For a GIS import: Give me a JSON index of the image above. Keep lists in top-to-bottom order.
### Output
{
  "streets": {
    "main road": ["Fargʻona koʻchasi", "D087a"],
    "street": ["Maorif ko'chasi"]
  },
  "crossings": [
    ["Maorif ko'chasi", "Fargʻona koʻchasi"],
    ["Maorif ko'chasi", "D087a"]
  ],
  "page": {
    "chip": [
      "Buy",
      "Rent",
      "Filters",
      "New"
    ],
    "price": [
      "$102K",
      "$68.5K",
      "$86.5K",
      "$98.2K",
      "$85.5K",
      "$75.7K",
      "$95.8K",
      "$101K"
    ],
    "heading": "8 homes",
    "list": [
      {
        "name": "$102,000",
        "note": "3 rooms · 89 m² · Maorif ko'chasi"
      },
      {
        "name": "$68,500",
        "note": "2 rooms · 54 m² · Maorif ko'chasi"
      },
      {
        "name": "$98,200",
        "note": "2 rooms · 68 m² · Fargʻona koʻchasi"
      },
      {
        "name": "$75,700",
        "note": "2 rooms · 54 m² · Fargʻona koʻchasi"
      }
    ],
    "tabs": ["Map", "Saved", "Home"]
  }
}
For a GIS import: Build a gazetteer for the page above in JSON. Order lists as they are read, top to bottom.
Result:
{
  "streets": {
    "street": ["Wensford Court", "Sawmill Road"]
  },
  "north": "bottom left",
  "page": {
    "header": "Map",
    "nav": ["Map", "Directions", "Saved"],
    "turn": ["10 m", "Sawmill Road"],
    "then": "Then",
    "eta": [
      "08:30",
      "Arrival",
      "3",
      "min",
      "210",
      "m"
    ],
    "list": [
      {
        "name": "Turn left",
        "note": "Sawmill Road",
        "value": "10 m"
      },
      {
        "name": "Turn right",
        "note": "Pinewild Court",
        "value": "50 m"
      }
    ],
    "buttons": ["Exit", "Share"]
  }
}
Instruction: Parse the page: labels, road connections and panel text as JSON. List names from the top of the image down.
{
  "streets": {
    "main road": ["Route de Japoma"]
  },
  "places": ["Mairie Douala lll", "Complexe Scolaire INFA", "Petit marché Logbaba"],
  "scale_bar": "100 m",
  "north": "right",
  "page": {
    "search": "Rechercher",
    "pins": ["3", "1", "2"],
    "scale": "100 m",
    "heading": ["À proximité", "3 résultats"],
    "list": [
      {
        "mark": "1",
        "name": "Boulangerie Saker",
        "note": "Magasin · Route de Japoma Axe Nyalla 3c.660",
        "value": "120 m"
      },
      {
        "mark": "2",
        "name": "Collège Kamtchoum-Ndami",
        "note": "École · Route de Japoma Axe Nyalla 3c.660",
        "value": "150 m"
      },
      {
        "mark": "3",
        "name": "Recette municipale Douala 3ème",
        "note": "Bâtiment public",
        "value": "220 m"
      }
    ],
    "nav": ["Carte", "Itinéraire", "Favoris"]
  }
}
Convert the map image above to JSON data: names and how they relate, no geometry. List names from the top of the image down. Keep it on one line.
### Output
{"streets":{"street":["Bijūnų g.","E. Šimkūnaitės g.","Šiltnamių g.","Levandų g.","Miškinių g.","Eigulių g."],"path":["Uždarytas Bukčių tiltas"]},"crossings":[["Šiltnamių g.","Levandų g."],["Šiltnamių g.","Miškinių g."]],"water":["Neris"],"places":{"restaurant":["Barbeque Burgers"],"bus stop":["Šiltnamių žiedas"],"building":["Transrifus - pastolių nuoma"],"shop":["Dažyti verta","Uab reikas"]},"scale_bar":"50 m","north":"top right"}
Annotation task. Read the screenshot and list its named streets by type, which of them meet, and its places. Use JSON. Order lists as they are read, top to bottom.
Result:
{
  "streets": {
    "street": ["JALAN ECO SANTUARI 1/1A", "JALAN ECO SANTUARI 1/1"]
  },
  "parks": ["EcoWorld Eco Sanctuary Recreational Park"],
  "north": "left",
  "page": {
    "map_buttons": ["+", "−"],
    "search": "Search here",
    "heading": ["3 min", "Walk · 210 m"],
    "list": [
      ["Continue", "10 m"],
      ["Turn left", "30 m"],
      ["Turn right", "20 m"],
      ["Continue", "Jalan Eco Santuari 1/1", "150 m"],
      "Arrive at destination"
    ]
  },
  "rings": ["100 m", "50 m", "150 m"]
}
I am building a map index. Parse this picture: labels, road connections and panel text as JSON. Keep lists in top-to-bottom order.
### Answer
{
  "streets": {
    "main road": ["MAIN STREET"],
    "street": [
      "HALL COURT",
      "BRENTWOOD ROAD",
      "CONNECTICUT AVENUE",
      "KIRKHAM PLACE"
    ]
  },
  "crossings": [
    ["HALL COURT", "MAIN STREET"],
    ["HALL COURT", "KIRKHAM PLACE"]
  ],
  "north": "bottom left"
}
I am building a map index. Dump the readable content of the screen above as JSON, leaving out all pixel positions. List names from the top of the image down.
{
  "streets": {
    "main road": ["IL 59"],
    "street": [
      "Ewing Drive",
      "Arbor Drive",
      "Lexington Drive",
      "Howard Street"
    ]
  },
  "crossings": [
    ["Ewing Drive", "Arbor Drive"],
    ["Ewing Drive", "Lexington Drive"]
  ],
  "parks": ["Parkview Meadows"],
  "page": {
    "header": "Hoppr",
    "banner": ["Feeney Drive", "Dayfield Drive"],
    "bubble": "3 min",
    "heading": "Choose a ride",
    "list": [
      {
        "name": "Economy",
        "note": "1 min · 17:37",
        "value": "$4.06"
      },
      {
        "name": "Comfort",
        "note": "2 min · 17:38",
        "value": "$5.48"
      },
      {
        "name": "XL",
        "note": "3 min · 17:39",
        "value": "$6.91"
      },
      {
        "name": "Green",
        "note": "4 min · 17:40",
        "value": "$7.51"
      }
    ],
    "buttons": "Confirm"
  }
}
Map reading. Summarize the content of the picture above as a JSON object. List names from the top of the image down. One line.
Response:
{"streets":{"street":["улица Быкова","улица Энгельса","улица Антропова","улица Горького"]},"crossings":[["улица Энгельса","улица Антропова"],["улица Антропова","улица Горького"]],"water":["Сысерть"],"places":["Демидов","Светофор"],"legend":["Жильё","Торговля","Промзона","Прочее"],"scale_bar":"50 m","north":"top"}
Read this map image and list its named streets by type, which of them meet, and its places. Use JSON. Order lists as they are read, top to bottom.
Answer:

TASK OBJECTIVE — Using the data above, return each line exactly as written.

ANSWER —
For a GIS import: Give me a JSON index of the image above. Keep lists in top-to-bottom order.
### Output
{
  "streets": {
    "main road": ["Fargʻona koʻchasi", "D087a"],
    "street": ["Maorif ko'chasi"]
  },
  "crossings": [
    ["Maorif ko'chasi", "Fargʻona koʻchasi"],
    ["Maorif ko'chasi", "D087a"]
  ],
  "page": {
    "chip": [
      "Buy",
      "Rent",
      "Filters",
      "New"
    ],
    "price": [
      "$102K",
      "$68.5K",
      "$86.5K",
      "$98.2K",
      "$85.5K",
      "$75.7K",
      "$95.8K",
      "$101K"
    ],
    "heading": "8 homes",
    "list": [
      {
        "name": "$102,000",
        "note": "3 rooms · 89 m² · Maorif ko'chasi"
      },
      {
        "name": "$68,500",
        "note": "2 rooms · 54 m² · Maorif ko'chasi"
      },
      {
        "name": "$98,200",
        "note": "2 rooms · 68 m² · Fargʻona koʻchasi"
      },
      {
        "name": "$75,700",
        "note": "2 rooms · 54 m² · Fargʻona koʻchasi"
      }
    ],
    "tabs": ["Map", "Saved", "Home"]
  }
}
For a GIS import: Build a gazetteer for the page above in JSON. Order lists as they are read, top to bottom.
Result:
{
  "streets": {
    "street": ["Wensford Court", "Sawmill Road"]
  },
  "north": "bottom left",
  "page": {
    "header": "Map",
    "nav": ["Map", "Directions", "Saved"],
    "turn": ["10 m", "Sawmill Road"],
    "then": "Then",
    "eta": [
      "08:30",
      "Arrival",
      "3",
      "min",
      "210",
      "m"
    ],
    "list": [
      {
        "name": "Turn left",
        "note": "Sawmill Road",
        "value": "10 m"
      },
      {
        "name": "Turn right",
        "note": "Pinewild Court",
        "value": "50 m"
      }
    ],
    "buttons": ["Exit", "Share"]
  }
}
Instruction: Parse the page: labels, road connections and panel text as JSON. List names from the top of the image down.
{
  "streets": {
    "main road": ["Route de Japoma"]
  },
  "places": ["Mairie Douala lll", "Complexe Scolaire INFA", "Petit marché Logbaba"],
  "scale_bar": "100 m",
  "north": "right",
  "page": {
    "search": "Rechercher",
    "pins": ["3", "1", "2"],
    "scale": "100 m",
    "heading": ["À proximité", "3 résultats"],
    "list": [
      {
        "mark": "1",
        "name": "Boulangerie Saker",
        "note": "Magasin · Route de Japoma Axe Nyalla 3c.660",
        "value": "120 m"
      },
      {
        "mark": "2",
        "name": "Collège Kamtchoum-Ndami",
        "note": "École · Route de Japoma Axe Nyalla 3c.660",
        "value": "150 m"
      },
      {
        "mark": "3",
        "name": "Recette municipale Douala 3ème",
        "note": "Bâtiment public",
        "value": "220 m"
      }
    ],
    "nav": ["Carte", "Itinéraire", "Favoris"]
  }
}
Convert the map image above to JSON data: names and how they relate, no geometry. List names from the top of the image down. Keep it on one line.
### Output
{"streets":{"street":["Bijūnų g.","E. Šimkūnaitės g.","Šiltnamių g.","Levandų g.","Miškinių g.","Eigulių g."],"path":["Uždarytas Bukčių tiltas"]},"crossings":[["Šiltnamių g.","Levandų g."],["Šiltnamių g.","Miškinių g."]],"water":["Neris"],"places":{"restaurant":["Barbeque Burgers"],"bus stop":["Šiltnamių žiedas"],"building":["Transrifus - pastolių nuoma"],"shop":["Dažyti verta","Uab reikas"]},"scale_bar":"50 m","north":"top right"}
Annotation task. Read the screenshot and list its named streets by type, which of them meet, and its places. Use JSON. Order lists as they are read, top to bottom.
Result:
{
  "streets": {
    "street": ["JALAN ECO SANTUARI 1/1A", "JALAN ECO SANTUARI 1/1"]
  },
  "parks": ["EcoWorld Eco Sanctuary Recreational Park"],
  "north": "left",
  "page": {
    "map_buttons": ["+", "−"],
    "search": "Search here",
    "heading": ["3 min", "Walk · 210 m"],
    "list": [
      ["Continue", "10 m"],
      ["Turn left", "30 m"],
      ["Turn right", "20 m"],
      ["Continue", "Jalan Eco Santuari 1/1", "150 m"],
      "Arrive at destination"
    ]
  },
  "rings": ["100 m", "50 m", "150 m"]
}
I am building a map index. Parse this picture: labels, road connections and panel text as JSON. Keep lists in top-to-bottom order.
### Answer
{
  "streets": {
    "main road": ["MAIN STREET"],
    "street": [
      "HALL COURT",
      "BRENTWOOD ROAD",
      "CONNECTICUT AVENUE",
      "KIRKHAM PLACE"
    ]
  },
  "crossings": [
    ["HALL COURT", "MAIN STREET"],
    ["HALL COURT", "KIRKHAM PLACE"]
  ],
  "north": "bottom left"
}
I am building a map index. Dump the readable content of the screen above as JSON, leaving out all pixel positions. List names from the top of the image down.
{
  "streets": {
    "main road": ["IL 59"],
    "street": [
      "Ewing Drive",
      "Arbor Drive",
      "Lexington Drive",
      "Howard Street"
    ]
  },
  "crossings": [
    ["Ewing Drive", "Arbor Drive"],
    ["Ewing Drive", "Lexington Drive"]
  ],
  "parks": ["Parkview Meadows"],
  "page": {
    "header": "Hoppr",
    "banner": ["Feeney Drive", "Dayfield Drive"],
    "bubble": "3 min",
    "heading": "Choose a ride",
    "list": [
      {
        "name": "Economy",
        "note": "1 min · 17:37",
        "value": "$4.06"
      },
      {
        "name": "Comfort",
        "note": "2 min · 17:38",
        "value": "$5.48"
      },
      {
        "name": "XL",
        "note": "3 min · 17:39",
        "value": "$6.91"
      },
      {
        "name": "Green",
        "note": "4 min · 17:40",
        "value": "$7.51"
      }
    ],
    "buttons": "Confirm"
  }
}
Map reading. Summarize the content of the picture above as a JSON object. List names from the top of the image down. One line.
Response:
{"streets":{"street":["улица Быкова","улица Энгельса","улица Антропова","улица Горького"]},"crossings":[["улица Энгельса","улица Антропова"],["улица Антропова","улица Горького"]],"water":["Сысерть"],"places":["Демидов","Светофор"],"legend":["Жильё","Торговля","Промзона","Прочее"],"scale_bar":"50 m","north":"top"}
Read this map image and list its named streets by type, which of them meet, and its places. Use JSON. Order lists as they are read, top to bottom.
Answer:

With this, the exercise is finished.